The Dilemma of Babies on Airplanes - The Atlantic:
Some people think parents are simply too inconsiderate of their fellow passengers to bother disciplining their children. In fact, in many cases, consideration is at the root of parents’ strangely permissive behavior. Why is that dad letting his kid jump up and down in the seat? Because it’s the only way to stop her from kicking the seat in front of her. Why is that mom allowing her kid to listen to Ms Rachel without headphones? Because the kid won’t tolerate headphones, and she’s betting that passengers prefer Ms Rachel to the alternative (kicking and climbing and whining and screaming).

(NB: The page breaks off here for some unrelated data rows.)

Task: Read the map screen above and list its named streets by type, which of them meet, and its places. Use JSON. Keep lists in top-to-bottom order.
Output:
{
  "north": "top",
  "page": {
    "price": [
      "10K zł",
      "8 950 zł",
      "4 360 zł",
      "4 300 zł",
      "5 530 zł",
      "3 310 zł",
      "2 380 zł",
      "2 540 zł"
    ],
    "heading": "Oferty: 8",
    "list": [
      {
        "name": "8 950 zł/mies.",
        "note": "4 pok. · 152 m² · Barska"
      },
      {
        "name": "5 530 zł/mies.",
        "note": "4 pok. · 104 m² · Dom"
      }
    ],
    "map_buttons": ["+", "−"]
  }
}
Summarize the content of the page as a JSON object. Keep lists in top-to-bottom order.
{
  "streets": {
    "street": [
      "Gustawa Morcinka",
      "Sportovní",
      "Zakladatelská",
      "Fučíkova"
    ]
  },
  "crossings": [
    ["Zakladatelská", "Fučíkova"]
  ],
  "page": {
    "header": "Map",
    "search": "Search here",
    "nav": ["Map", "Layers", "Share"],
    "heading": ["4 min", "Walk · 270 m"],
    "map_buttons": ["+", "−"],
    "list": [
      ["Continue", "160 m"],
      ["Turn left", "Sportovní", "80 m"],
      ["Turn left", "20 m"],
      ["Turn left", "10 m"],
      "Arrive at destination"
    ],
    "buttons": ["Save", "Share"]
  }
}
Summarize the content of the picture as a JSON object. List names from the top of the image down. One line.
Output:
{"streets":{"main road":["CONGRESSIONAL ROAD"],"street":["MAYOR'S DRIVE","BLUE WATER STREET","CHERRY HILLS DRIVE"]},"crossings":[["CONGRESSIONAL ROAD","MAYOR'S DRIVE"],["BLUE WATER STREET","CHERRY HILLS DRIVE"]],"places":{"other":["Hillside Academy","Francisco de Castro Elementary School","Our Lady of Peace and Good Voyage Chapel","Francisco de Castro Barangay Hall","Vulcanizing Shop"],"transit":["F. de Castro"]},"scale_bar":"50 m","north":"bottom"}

You may disagree with how a particular parent handles a particular scenario, but there’s often no way to make everybody happy. Take the time my then–lap baby discovered that if she released the tray table in front of her, it would fall with a delightful thwack that could not have been pleasant for the person sitting in front of us. What does a conscientious parent do in that scenario? I could place my hand over the clasp and physically bar her from fiddling with it, but she’d lose her mind for anywhere from five to 55 minutes if I did. Do I subject everyone on the plane to an extended tantrum in order to spare the gentleman in front of me two hours of thwacking? I’m serious—I really want to know.
The actual needs of the child are all too often absent from this tricky social calculus. But that’s what happens when the job of a parent in a shared public space is principally to ensure that the child isn’t a nuisance. It demands a style of parenting that is at once hypervigilant and overly permissive, where kids are given constant attention but no agency. Ironically, it works against the long-term goal of raising competent, well-behaved kids. Hamstrung by the need to make sure their kids don’t inconvenience anyone else, parents can’t do much parenting at all.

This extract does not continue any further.